A reference for how engineers think about scope

May 14, 2026

There are many primers out there on software concepts. This one is written specifically to assist PMs in scoping discussions — providing a lens to assess engineering tradeoffs so that there will be fewer timeline surprises and smoother feature rollouts.

We base this article on a seminal report on tech debt, as well as our Hacker News survey results.

When engineers say “this is more work than it sounds,” it’s usually for one of three reasons:

  1. it touches more layers than expected (“blast radius”),
  2. it undoes previous optimizations or conventions, forcing a tradeoff between competing properties (“refactor”), or
  3. they are simply misaligned on your product priorities and are going down rabbit-holes.

To help avoid scenario 3, we present a list of four software concepts behind the most commonly occurring categories of scope creep — especially now that AI can generate code at lightning speed:

  1. (misaligned) Service architecture
  2. (incorrect) Data flow pattern
  3. (complex) Database migration
  4. (inconsistent) Data modeling

(1 and 2 are presented in this article; 3 and 4 will follow in a part 2.)

Think of your engineers as navigating an ever-growing decision tree shrouded in fog, where certain wrong turns could be expensive to backtrack from.

Occasionally your engineers may have to zigzag across the board in order to not get pigeonholed down dead-ends. These are instances where your firm product input and timeline buy-in makes a world of difference.

At its core, this article reframes software engineering as change management from the perspective of product development.

How developers spend their time, 2024

Service architecture

The first and most familiar dimension is service architecture. You may be familiar with the two ends of the spectrum — monolith and microservices.

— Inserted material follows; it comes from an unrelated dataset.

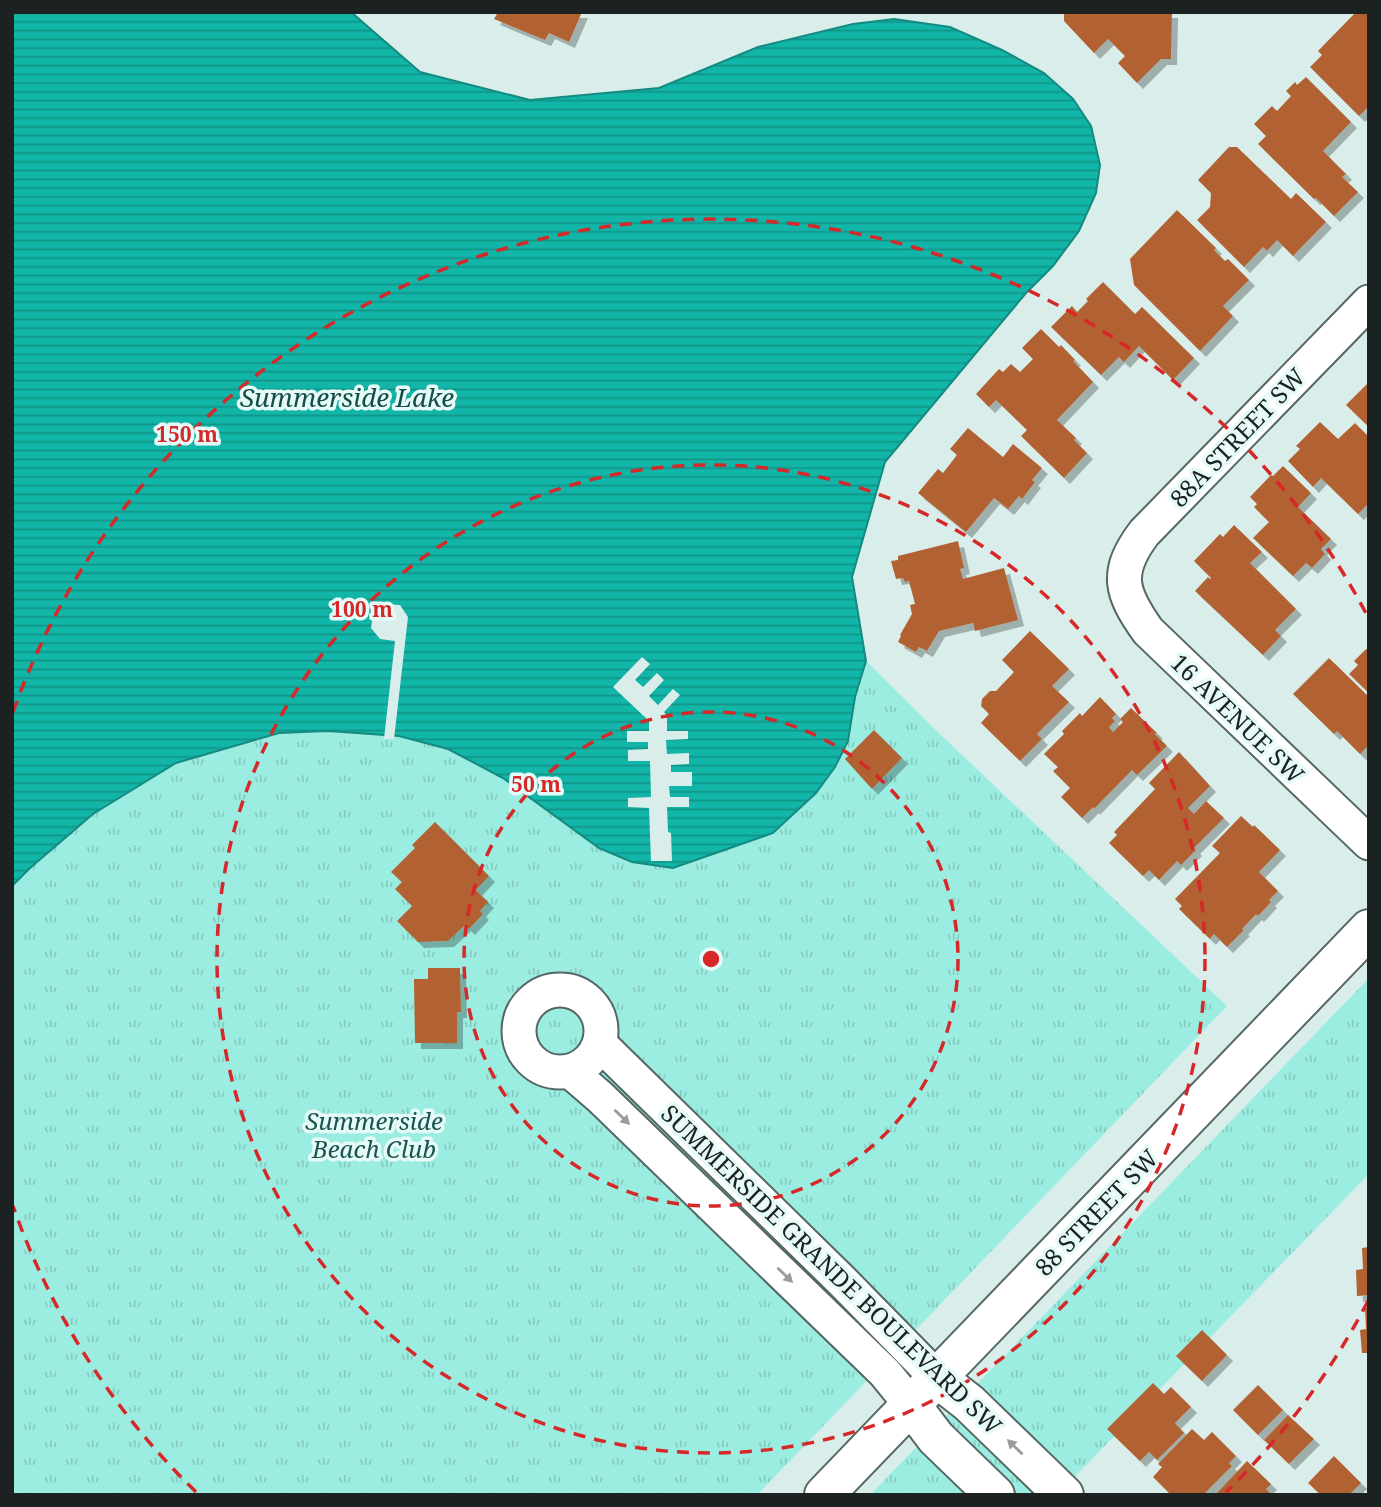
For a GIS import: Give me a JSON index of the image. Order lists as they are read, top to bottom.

Monolith — one codebase, one deploy

Monolith — one codebase, one deploy.

Microservices — many small services, each owning one job

Microservices — many small services, each owning one job.

In practice, most production systems sit somewhere in the middle: a monolithic core handles the bulk of business logic, with a handful of microservices optimized for specific workflows.

The tricky part is deciding how to divide responsibilities between these services, an endeavor that is entirely dependent on the nature of the product being built. How aligned the dev team is on product priorities has lasting consequences on how fast features can be added in subsequent sprints.

Consider two possible splits for an e-commerce site:

  • A divides by capability — Cart, Pricing, User, Payment each owned by a separate service.
  • B divides by customer journey — one Checkout service owns the entire buying experience, and a Customer service handles other administrative workflows.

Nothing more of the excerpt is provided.